I could go on and on, and probably will with a lot of stories about the “players” that I encountered on this field of dreams. Yep; quite a few of them too. About the PHOTO? Oh, like the story, not much. If you can use your imagination, you are looking from the home run fence back down the right field fence line. If you LOOK veeerrry closely, you will see HOME.  Yep, and a sign of the past.

Thursday, July 5, 2012

The Day The Earth Stood Still

The newspaper was lying openly on the coffee table. My father in law had left it open in order to ask if I knew the man in the photo. I did. He had made for me a couple signs. The detail is cut by a computer and they can be applied to a smooth surface. The article explained how he had bought the old movie theater. It had been storage building for an appliance store for many years and he hopes to renovate it back to a theater. It was known that I had an interest in saving old buildings of all sorts but movie houses were especially intriguing to me. I made a mental note to drive by and look at the progress myself.

The rumble of the diesel pickup engine died away and the Sunday morning was deathly quiet. I had a perfect parking spot; within twenty feet of the ticket booth. I sat in my truck listening to the clicking of the hot engine cooling. I got out of the truck and walked under the awning. An earnest smile stretched across my face. The last time I had been to this movie house was still fresh on my mind. I can’t remember the title but it was an English movie. It had a police chase scene that lasted most of the movie and I was forever confused about the siren noise. Years later I realized all European police cars made the same sound. I was a small boy, about ten or eleven years old. I was in the fourth grade.
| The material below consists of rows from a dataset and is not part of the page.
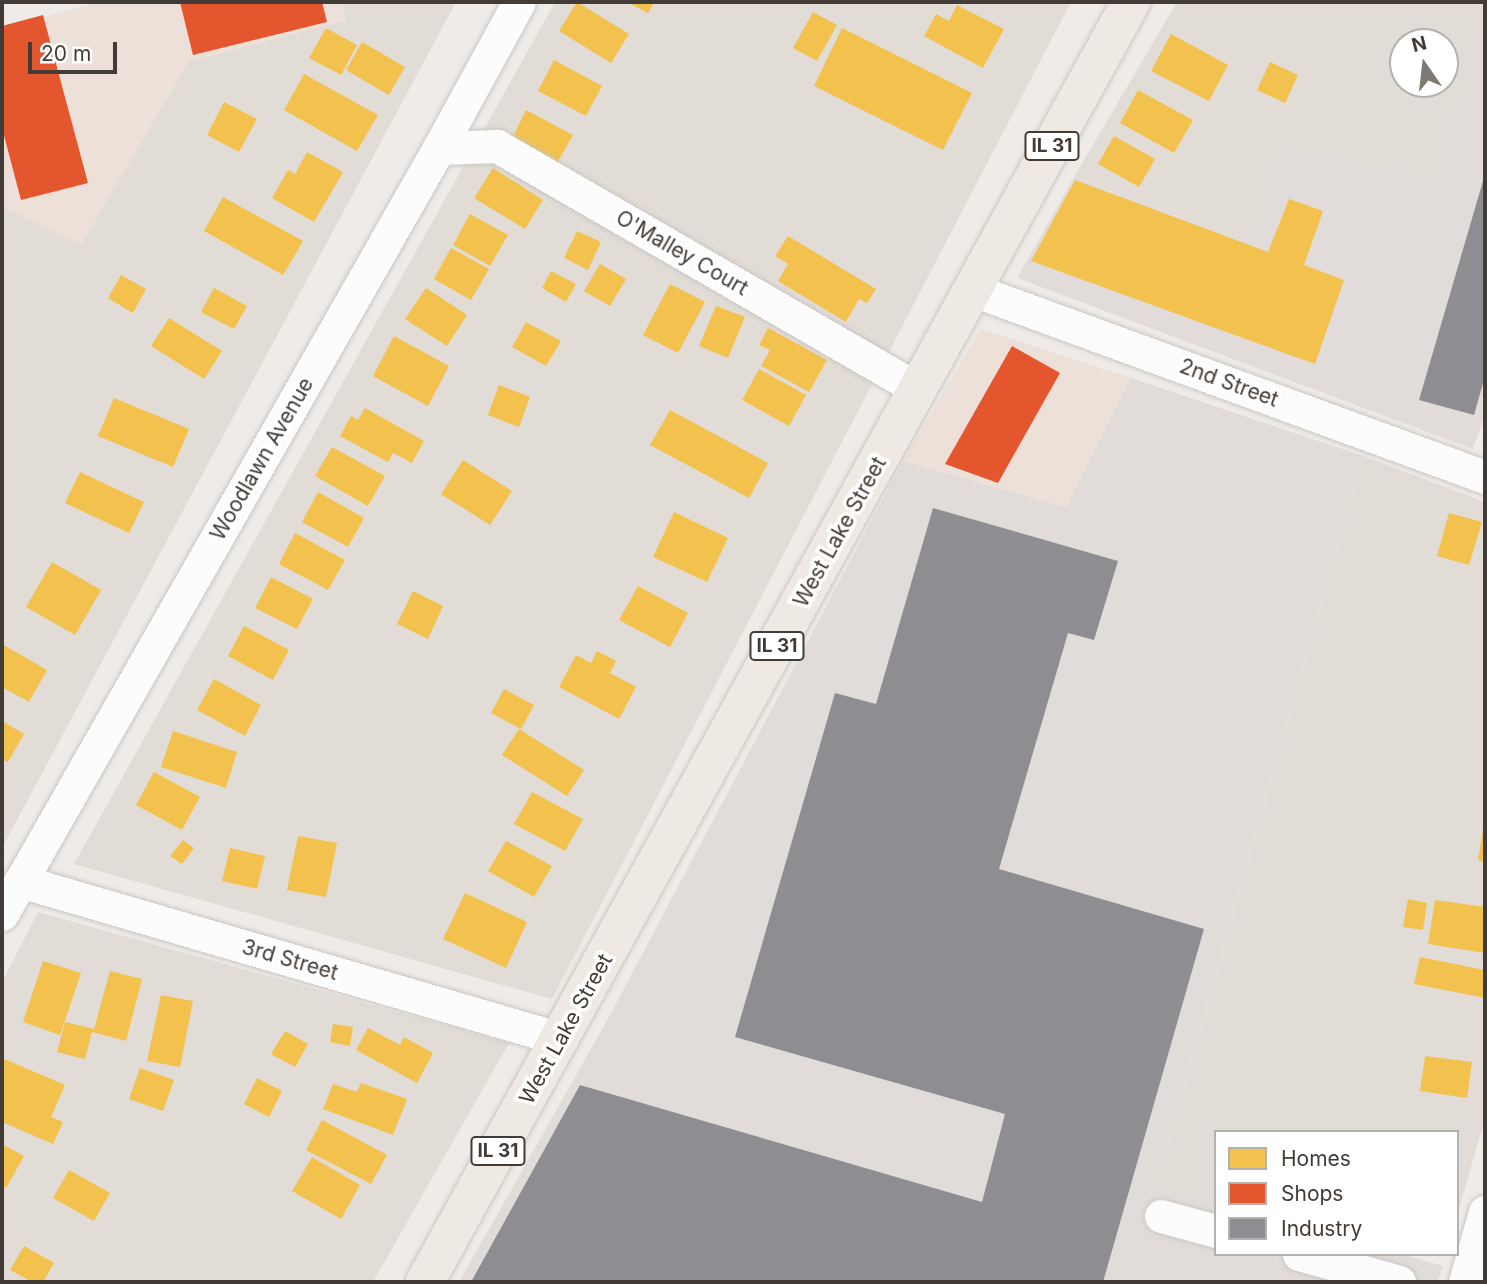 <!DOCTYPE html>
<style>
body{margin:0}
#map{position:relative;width:1487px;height:1284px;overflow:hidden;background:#eeebe8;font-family:Inter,sans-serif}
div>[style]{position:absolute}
.residential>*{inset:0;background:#e2dcd6}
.commercial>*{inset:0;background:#ede0d8}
.industrial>*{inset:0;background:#e1dcd9}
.homes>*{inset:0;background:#f2c14e}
.shops>*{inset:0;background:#e4572e}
.industry>*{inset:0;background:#8d8d92}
.roads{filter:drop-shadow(0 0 2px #cbc7c4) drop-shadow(0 0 2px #cbc7c4)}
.street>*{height:33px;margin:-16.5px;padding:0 16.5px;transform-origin:16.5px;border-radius:16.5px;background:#fcfcfc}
.primary>*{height:38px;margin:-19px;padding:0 19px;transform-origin:19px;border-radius:19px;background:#efe9e3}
span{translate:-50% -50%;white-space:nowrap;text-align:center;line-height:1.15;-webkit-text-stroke:7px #fff;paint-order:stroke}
.shield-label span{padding:2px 5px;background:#fff;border:2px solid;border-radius:5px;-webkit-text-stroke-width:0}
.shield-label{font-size:19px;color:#433b35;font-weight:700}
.street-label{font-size:21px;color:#433b35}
.frame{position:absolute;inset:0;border:4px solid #433b35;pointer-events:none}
.legend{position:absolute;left:1214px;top:1130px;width:245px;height:126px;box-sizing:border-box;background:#fff;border:2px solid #b4b1ae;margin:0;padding:9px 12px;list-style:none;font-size:21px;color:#433b35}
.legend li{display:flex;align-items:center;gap:14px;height:35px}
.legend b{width:35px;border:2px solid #b4b1ae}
.north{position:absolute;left:1389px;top:28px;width:70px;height:70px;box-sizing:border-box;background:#fff;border:2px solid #b4b1ae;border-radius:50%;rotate:346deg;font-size:19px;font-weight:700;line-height:28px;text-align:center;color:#433b35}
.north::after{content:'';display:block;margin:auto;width:24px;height:32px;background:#7f7974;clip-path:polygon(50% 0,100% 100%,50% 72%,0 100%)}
.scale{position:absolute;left:28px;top:42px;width:89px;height:32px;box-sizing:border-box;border:4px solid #433b35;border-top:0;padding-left:9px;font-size:21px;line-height:24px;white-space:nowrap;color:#433b35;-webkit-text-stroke:5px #fff;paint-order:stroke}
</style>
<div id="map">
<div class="residential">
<div style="clip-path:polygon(342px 2px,456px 2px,2px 848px,2px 206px,81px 244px,189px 61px,346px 20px)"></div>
<div style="clip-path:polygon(555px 2px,1071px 2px,552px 999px,74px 864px)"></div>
<div style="clip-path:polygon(evenodd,1177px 2px,1485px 2px,1485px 34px,1429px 181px,1286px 142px,1248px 244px,1074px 177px,1177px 2px,1403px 42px,1445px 42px,1445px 84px,1403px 84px,1403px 42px)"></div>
<div style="clip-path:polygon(1363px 456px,1485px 502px,1485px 1118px,1457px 1216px,1457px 1132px,1216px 1132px,1216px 1200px,1157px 1183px)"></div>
<div style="clip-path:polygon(38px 912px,509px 1043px,373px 1282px,2px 1282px,2px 982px)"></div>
</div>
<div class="commercial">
<div style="clip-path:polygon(98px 2px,342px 2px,346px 20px,189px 61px,81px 245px,2px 206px,2px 29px)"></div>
<div style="clip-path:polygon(981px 329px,1131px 378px,1066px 507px,903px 461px)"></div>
</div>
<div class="industrial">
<div style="clip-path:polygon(1485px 34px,1485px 414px,1473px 449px,1017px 278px,1074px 177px,1248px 244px,1286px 142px,1429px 181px)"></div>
<div style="clip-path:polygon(1131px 378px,1363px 456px,1157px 1182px,1216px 1200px,1216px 1254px,1402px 1254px,1443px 1266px,1437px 1282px,459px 1282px,609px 1017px,903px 461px,1066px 507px)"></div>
</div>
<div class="homes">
<div style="clip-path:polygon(577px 2px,629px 34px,611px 63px,559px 31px)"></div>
<div style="clip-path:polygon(627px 2px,654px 2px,648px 13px)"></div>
<div style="clip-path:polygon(957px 5px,1004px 29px,983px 68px,924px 36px,936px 14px,949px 21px)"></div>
<div style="clip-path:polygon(813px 12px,837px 25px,817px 61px,793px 48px)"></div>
<div style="clip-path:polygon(326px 28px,357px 45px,341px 75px,309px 58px)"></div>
<div style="clip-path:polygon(842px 28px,972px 93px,943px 150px,814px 86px)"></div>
<div style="clip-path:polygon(1171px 34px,1228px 65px,1209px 101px,1151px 71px)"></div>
<div style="clip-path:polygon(362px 42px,405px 67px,389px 95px,346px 70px)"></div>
<div style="clip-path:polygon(554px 60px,602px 86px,586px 116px,538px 91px)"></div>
<div style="clip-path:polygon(1270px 62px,1298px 75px,1285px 103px,1257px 90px)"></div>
<div style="clip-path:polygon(304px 74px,378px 115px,357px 151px,284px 110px)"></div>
<div style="clip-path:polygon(1138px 90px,1193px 120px,1174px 153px,1120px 123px)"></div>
<div style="clip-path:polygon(224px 102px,257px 119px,239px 152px,207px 135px)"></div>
<div style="clip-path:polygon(526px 110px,573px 135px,556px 165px,511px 141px)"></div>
<div style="clip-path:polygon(1114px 136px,1155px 159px,1139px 187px,1098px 164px)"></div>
<div style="clip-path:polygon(307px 152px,343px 172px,314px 222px,272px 198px,288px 170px,295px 174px)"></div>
<div style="clip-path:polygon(493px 168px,543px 200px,525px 229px,474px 198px)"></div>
<div style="clip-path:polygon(1075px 180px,1268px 252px,1289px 199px,1323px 211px,1304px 265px,1344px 280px,1315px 364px,1031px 261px)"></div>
<div style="clip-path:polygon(223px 197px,303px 241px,283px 275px,204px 231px)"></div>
<div style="clip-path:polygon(470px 214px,508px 235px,490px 266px,453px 245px)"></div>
<div style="clip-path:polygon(577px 231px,601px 242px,588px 270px,564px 258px)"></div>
<div style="clip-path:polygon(788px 236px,876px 289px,867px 303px,859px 299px,846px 322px,778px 281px,788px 264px,775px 256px)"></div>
<div style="clip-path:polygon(451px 248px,489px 269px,471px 300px,434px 279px)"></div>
<div style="clip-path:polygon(600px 264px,626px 279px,610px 306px,584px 291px)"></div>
<div style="clip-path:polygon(551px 271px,576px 284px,566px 302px,542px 288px)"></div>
<div style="clip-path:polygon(121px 275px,146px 289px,133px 313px,108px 298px)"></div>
<div style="clip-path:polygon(670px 284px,705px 302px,678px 353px,643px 335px)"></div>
<div style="clip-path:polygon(214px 288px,247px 306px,234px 329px,201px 312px)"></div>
<div style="clip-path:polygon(426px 288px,467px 315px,447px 346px,405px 319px)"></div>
<div style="clip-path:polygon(716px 306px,745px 317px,728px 358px,699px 346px)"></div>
<div style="clip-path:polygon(169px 318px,222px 351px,204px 379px,151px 346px)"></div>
<div style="clip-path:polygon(526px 322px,561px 341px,546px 366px,512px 347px)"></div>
<div style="clip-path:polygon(768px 328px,827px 360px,809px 392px,761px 366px,770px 350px,759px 345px)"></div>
<div style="clip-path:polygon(394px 336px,449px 366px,428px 406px,373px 376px)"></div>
<div style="clip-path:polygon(759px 369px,806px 395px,789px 426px,742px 400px)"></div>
<div style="clip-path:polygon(499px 385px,530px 397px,519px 427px,488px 415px)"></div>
<div style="clip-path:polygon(114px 398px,189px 429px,173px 467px,98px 436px)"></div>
<div style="clip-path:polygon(365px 408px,424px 441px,412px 463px,393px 453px,388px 462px,340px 436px,351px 416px,358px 420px)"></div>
<div style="clip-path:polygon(670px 410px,768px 463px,749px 498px,650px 445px)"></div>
<div style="clip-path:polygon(332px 447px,385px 476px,368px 506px,315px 476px)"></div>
<div style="clip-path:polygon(463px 460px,512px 491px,490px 525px,441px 494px)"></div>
<div style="clip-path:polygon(80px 472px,144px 502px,129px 533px,65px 503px)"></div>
<div style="clip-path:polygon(318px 492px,364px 518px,348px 547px,302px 522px)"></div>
<div style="clip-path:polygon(674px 512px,728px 538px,707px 582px,653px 557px)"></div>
<div style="clip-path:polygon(1449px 513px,1482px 522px,1469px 565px,1437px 556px)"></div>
<div style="clip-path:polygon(295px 533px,345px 560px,328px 590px,279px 564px)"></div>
<div style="clip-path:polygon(52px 562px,101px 590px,75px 635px,26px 607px)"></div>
<div style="clip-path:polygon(271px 577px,313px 599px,297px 629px,255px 608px)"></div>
<div style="clip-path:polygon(638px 586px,688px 613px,670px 647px,619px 620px)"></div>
<div style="clip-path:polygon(413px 591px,443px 606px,428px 639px,397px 624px)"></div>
<div style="clip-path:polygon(244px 626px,289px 650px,273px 680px,228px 656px)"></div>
<div style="clip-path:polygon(2px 644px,47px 670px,29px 702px,2px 687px)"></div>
<div style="clip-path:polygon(597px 651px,616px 661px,610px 673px,636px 687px,619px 719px,559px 687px,576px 655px,591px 663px)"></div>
<div style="clip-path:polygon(214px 679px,261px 705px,245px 736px,197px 710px)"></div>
<div style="clip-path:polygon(504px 689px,534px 705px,521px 729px,491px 713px)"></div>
<div style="clip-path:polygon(2px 721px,24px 734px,8px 762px,2px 759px)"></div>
<div style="clip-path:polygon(519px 729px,584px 770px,567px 796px,502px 755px)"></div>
<div style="clip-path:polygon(173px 731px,237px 752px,226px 788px,161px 767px)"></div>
<div style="clip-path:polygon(154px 772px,200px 797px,182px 830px,136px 805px)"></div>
<div style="clip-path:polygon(532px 792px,583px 819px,565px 851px,514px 824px)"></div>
<div style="clip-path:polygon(1484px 824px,1485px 824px,1485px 862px,1478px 860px)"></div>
<div style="clip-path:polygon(298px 836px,337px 843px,326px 897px,287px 890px)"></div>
<div style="clip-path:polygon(183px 840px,194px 848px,182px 864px,170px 856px)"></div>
<div style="clip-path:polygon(506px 841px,552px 866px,534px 897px,488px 871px)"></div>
<div style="clip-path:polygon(230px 848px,265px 856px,257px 889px,222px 881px)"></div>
<div style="clip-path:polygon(465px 893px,527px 922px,506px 968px,443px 939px)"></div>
<div style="clip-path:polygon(1408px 899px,1427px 903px,1423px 930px,1403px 927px)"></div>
<div style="clip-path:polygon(1435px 900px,1485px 907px,1485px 953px,1428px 944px)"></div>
<div style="clip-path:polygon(1420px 957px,1485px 970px,1485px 998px,1414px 984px)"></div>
<div style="clip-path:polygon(43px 961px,81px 973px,60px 1035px,23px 1022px)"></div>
<div style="clip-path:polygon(110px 971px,142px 979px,126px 1041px,92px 1032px,85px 1059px,57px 1052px,65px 1022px,94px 1029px)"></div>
<div style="clip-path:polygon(161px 995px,193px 1001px,180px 1067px,147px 1061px)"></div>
<div style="clip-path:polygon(333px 1024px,353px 1027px,350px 1046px,330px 1042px)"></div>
<div style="clip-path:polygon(368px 1028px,400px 1045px,404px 1037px,433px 1053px,417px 1083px,356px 1050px)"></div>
<div style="clip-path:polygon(285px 1031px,308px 1044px,295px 1067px,271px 1054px)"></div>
<div style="clip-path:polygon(1425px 1056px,1472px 1062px,1467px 1098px,1420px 1091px)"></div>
<div style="clip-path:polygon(2px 1058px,65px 1085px,51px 1117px,63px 1122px,53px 1144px,2px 1122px)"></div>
<div style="clip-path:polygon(140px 1068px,174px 1080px,163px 1111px,129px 1099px)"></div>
<div style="clip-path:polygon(257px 1078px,282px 1091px,269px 1117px,244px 1104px)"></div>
<div style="clip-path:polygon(361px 1083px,407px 1099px,393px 1135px,323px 1109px,333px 1084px,357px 1092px)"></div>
<div style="clip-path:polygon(322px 1120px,387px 1155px,371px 1184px,306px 1150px)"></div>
<div style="clip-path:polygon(2px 1144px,24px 1156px,6px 1188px,2px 1186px)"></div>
<div style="clip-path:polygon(312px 1157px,360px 1185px,341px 1219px,292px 1191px)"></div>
<div style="clip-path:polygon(69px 1170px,110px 1193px,94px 1221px,53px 1198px)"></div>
<div style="clip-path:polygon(24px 1246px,54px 1263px,43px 1282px,32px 1282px,10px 1270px)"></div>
</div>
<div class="shops">
<div style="clip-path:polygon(180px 2px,322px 2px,327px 22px,193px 55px)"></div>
<div style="clip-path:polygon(43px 15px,88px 183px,21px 200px,2px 128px,2px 26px)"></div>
<div style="clip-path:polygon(1012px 346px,1060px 373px,998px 483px,945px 464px)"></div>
</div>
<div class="industry">
<div style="clip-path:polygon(1485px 174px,1485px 376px,1474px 415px,1419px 400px)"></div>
<div style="clip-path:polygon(933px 508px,1118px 561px,1094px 640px,1068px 633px,999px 869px,1204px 929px,1103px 1282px,471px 1282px,580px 1085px,982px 1202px,1005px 1114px,735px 1037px,835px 693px,876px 704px)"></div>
</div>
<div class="roads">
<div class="street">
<div style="left:439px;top:148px;width:58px;rotate:-2deg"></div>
<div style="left:497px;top:146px;width:486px;rotate:30deg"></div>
<div style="left:973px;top:290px;width:545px;rotate:20.06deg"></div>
<div style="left:20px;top:881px;width:564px;rotate:16.28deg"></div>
<div style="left:2px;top:914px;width:882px;rotate:-60.3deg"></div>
<div style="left:439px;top:148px;width:166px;rotate:-61.3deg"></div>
<div style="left:1161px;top:1216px;width:57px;rotate:15.3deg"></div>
<div style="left:1299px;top:1254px;width:104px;rotate:15.6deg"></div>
<div style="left:1465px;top:1282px;width:73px;rotate:-74.1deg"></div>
</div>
<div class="primary">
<div style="left:425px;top:1282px;width:1462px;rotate:-61.12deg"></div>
</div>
</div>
<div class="shield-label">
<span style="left:1052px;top:146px">IL 31</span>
<span style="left:777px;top:646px">IL 31</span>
<span style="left:498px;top:1151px">IL 31</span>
</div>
<div class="street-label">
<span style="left:682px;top:253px;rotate:30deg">O'Malley Court</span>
<span style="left:1229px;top:383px;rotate:20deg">2nd Street</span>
<span style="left:262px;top:459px;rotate:-60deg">Woodlawn Avenue</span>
<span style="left:840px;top:532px;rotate:-61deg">West Lake Street</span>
<span style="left:290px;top:960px;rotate:16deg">3rd Street</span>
<span style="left:566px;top:1029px;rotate:-61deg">West Lake Street</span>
</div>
<div class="frame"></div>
<ul class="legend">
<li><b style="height:19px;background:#f2c14e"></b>Homes</li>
<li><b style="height:19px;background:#e4572e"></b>Shops</li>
<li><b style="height:19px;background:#8d8d92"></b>Industry</li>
</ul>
<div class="north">N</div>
<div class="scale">20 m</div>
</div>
This was the same night the junior high building burned to the ground.

The front entrance was locked and the ticket window was boarded up. The side of the building had a large door used for the emergency exit. The construction men were using this door because of its location to the main theater. I turned the knob. It was unlocked and the door opened easily. A broken brick propped against the bottom held it open allowing a large shaft of sunlight through its opening. Stepping inside, it only took a few minutes for my eyes to adjust. There was no resemblance to its earlier years. Plaster had almost completely fallen away from the red brick structure wall. About a half dozen metal folding chairs haphazardly arranged themselves around an ancient wood burning heater. This must be what a dungeon must smell like. Dampness and mold mingled with wild animal excrement. What a mess.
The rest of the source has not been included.